# Assigned task
If a line in the records below holds the string "Alatorre", count it, and state only the final count.

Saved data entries
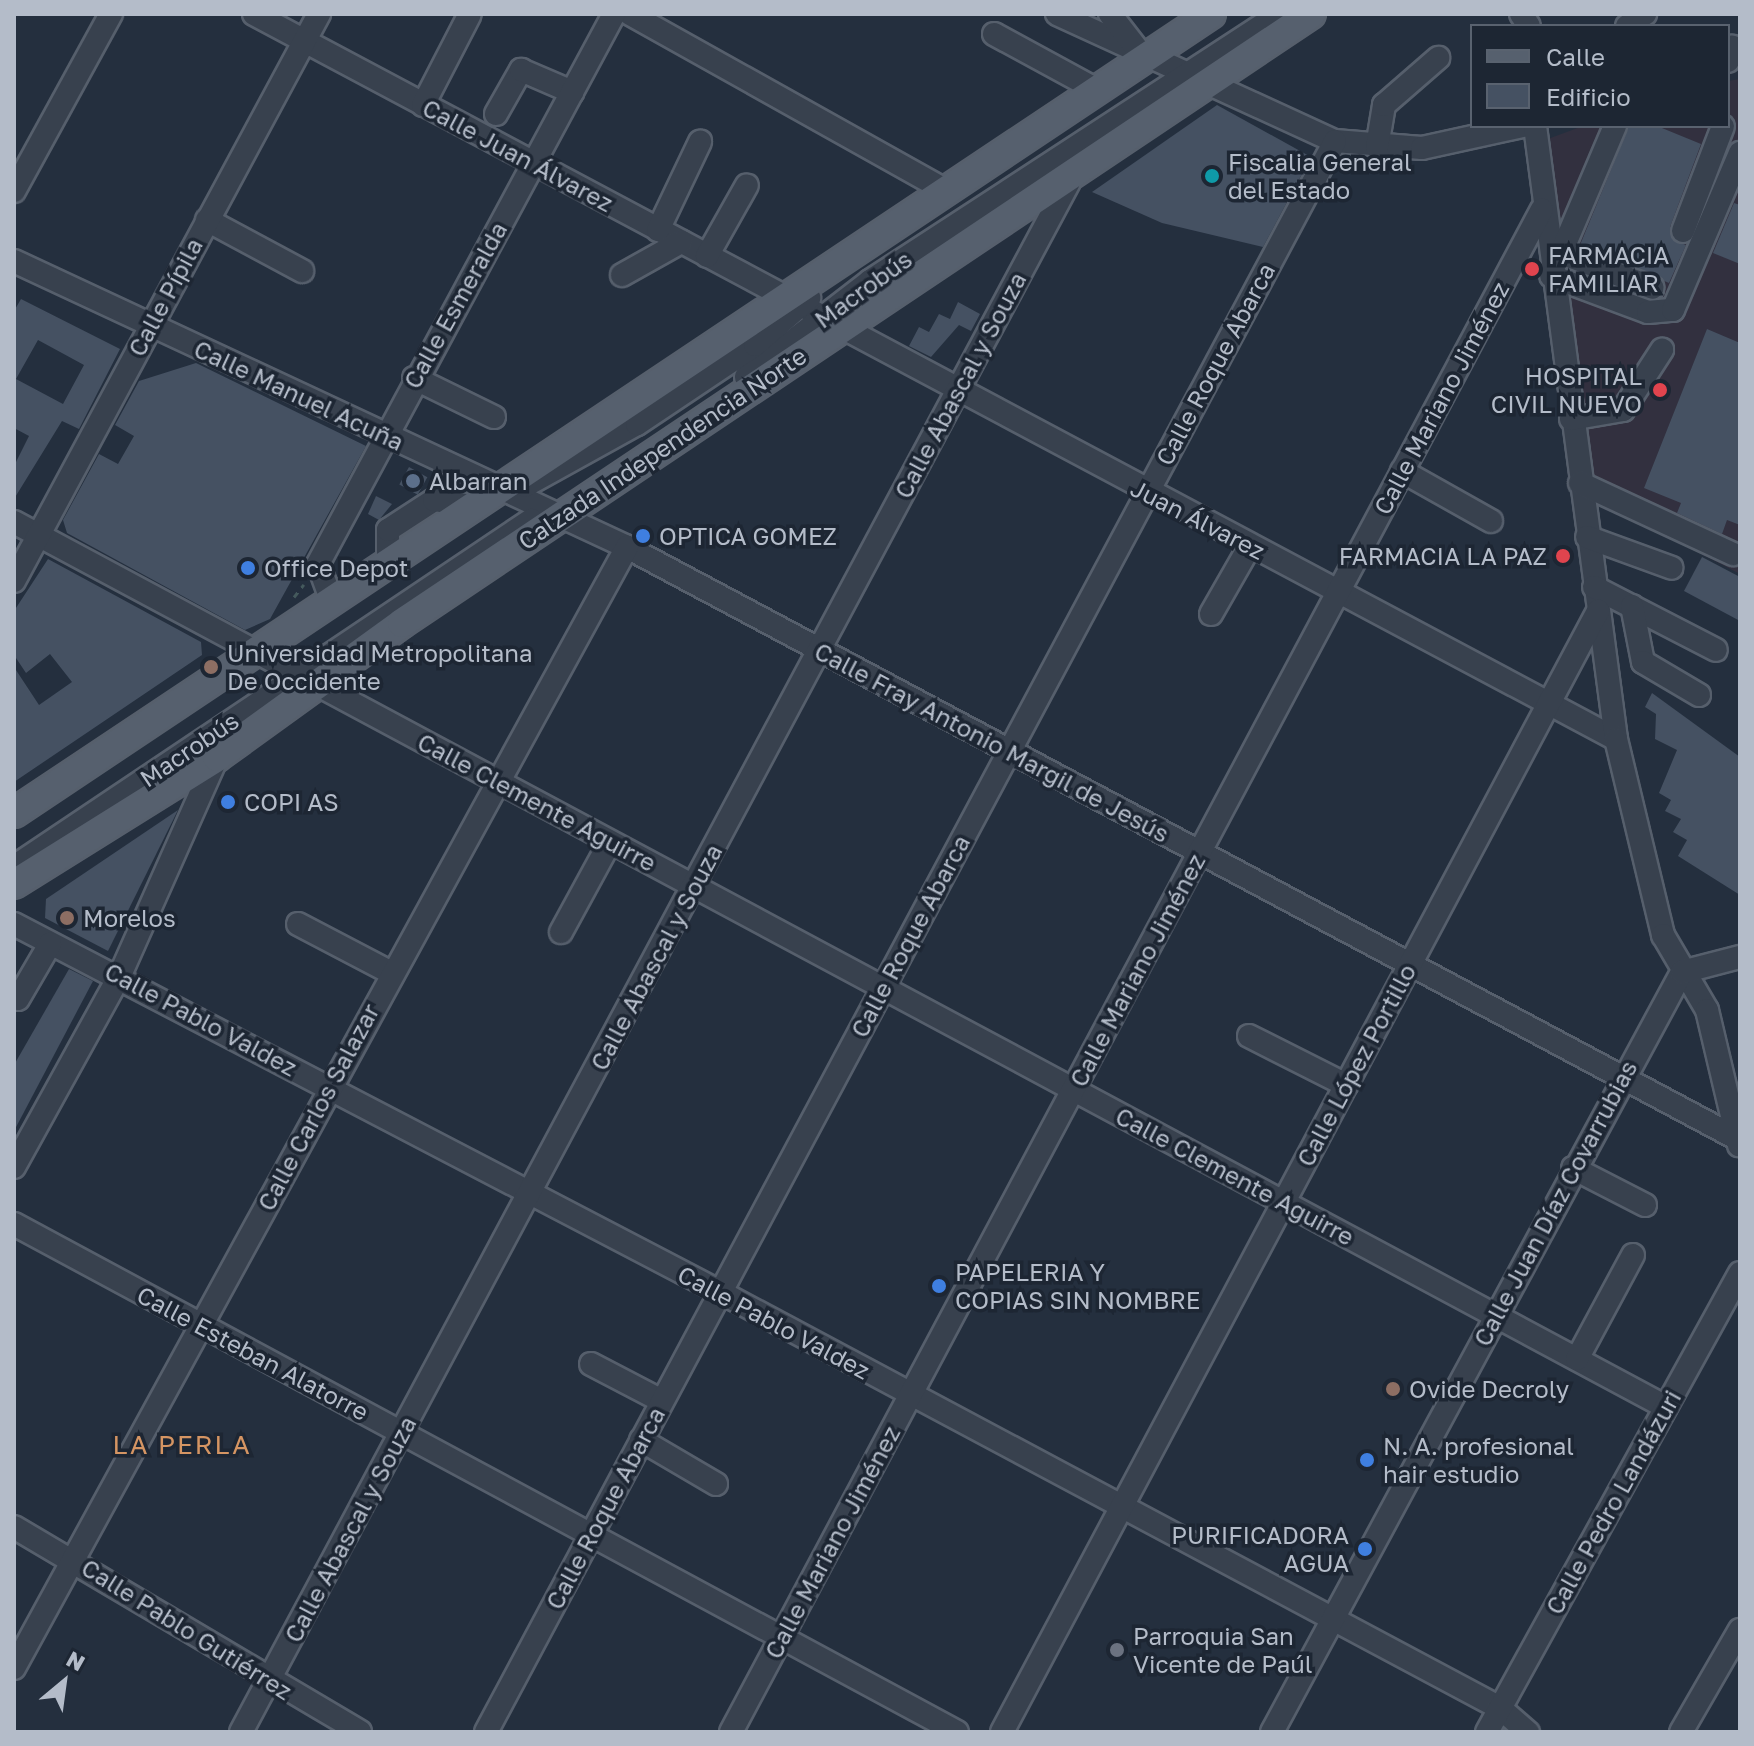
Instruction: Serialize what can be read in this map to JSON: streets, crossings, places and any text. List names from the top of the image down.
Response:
{
  "streets": {
    "main road": ["Calzada Independencia Norte"],
    "street": [
      "Calle Juan Álvarez",
      "Macrobús",
      "Calle Pípila",
      "Calle Esmeralda",
      "Calle Roque Abarca",
      "Calle Abascal y Souza",
      "Calle Manuel Acuña",
      "Calle Mariano Jiménez",
      "Juan Álvarez",
      "Calle Fray Antonio Margil de Jesús",
      "Calle Clemente Aguirre",
      "Calle Pablo Valdez",
      "Calle López Portillo",
      "Calle Carlos Salazar",
      "Calle Juan Díaz Covarrubias",
      "Calle Esteban Alatorre",
      "Calle Pedro Landázuri",
      "Calle Pablo Gutiérrez"
    ]
  },
  "crossings": [
    ["Calle Juan Álvarez", "Macrobús"],
    ["Calle Juan Álvarez", "Calle Pípila"],
    ["Calle Juan Álvarez", "Calle Esmeralda"],
    ["Calle Juan Álvarez", "Juan Álvarez"],
    ["Macrobús", "Calle Manuel Acuña"],
    ["Macrobús", "Calzada Independencia Norte"],
    ["Macrobús", "Juan Álvarez"],
    ["Macrobús", "Calle Fray Antonio Margil de Jesús"],
    ["Macrobús", "Calle Clemente Aguirre"],
    ["Calle Pípila", "Calle Manuel Acuña"],
    ["Calle Pípila", "Calle Clemente Aguirre"],
    ["Calle Esmeralda", "Calle Manuel Acuña"],
    ["Calle Roque Abarca", "Juan Álvarez"],
    ["Calle Roque Abarca", "Calle Fray Antonio Margil de Jesús"],
    ["Calle Roque Abarca", "Calle Clemente Aguirre"],
    ["Calle Roque Abarca", "Calle Pablo Valdez"],
    ["Calle Roque Abarca", "Calle Esteban Alatorre"],
    ["Calle Abascal y Souza", "Calzada Independencia Norte"],
    ["Calle Abascal y Souza", "Juan Álvarez"],
    ["Calle Abascal y Souza", "Calle Fray Antonio Margil de Jesús"],
    ["Calle Abascal y Souza", "Calle Clemente Aguirre"],
    ["Calle Abascal y Souza", "Calle Pablo Valdez"],
    ["Calle Abascal y Souza", "Calle Esteban Alatorre"],
    ["Calle Abascal y Souza", "Calle Pablo Gutiérrez"],
    ["Calle Manuel Acuña", "Calle Fray Antonio Margil de Jesús"],
    ["Calle Mariano Jiménez", "Juan Álvarez"],
    ["Calle Mariano Jiménez", "Calle Fray Antonio Margil de Jesús"],
    ["Calle Mariano Jiménez", "Calle Clemente Aguirre"],
    ["Calle Mariano Jiménez", "Calle Pablo Valdez"],
    ["Calle Mariano Jiménez", "Calle Esteban Alatorre"],
    ["Calzada Independencia Norte", "Juan Álvarez"],
    ["Calzada Independencia Norte", "Calle Fray Antonio Margil de Jesús"],
    ["Calzada Independencia Norte", "Calle Clemente Aguirre"],
    ["Juan Álvarez", "Calle López Portillo"],
    ["Calle Fray Antonio Margil de Jesús", "Calle López Portillo"],
    ["Calle Fray Antonio Margil de Jesús", "Calle Carlos Salazar"],
    ["Calle Fray Antonio Margil de Jesús", "Calle Juan Díaz Covarrubias"],
    ["Calle Clemente Aguirre", "Calle López Portillo"],
    ["Calle Clemente Aguirre", "Calle Carlos Salazar"],
    ["Calle Clemente Aguirre", "Calle Juan Díaz Covarrubias"],
    ["Calle Clemente Aguirre", "Calle Pedro Landázuri"],
    ["Calle Pablo Valdez", "Calle López Portillo"],
    ["Calle Pablo Valdez", "Calle Carlos Salazar"],
    ["Calle Pablo Valdez", "Calle Juan Díaz Covarrubias"],
    ["Calle Pablo Valdez", "Calle Pedro Landázuri"],
    ["Calle Carlos Salazar", "Calle Esteban Alatorre"],
    ["Calle Carlos Salazar", "Calle Pablo Gutiérrez"]
  ],
  "districts": ["LA PERLA"],
  "places": [
    "Fiscalia General del Estado",
    "FARMACIA FAMILIAR",
    "HOSPITAL CIVIL NUEVO",
    "Albarran",
    "OPTICA GOMEZ",
    "FARMACIA LA PAZ",
    "Office Depot",
    "Universidad Metropolitana De Occidente",
    "COPI AS",
    "Morelos",
    "PAPELERIA Y COPIAS SIN NOMBRE",
    "Ovide Decroly",
    "N. A. profesional hair estudio",
    "PURIFICADORA AGUA",
    "Parroquia San Vicente de Paúl"
  ],
  "legend": ["Calle", "Edificio"],
  "north": "top right"
}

# Response to the task
5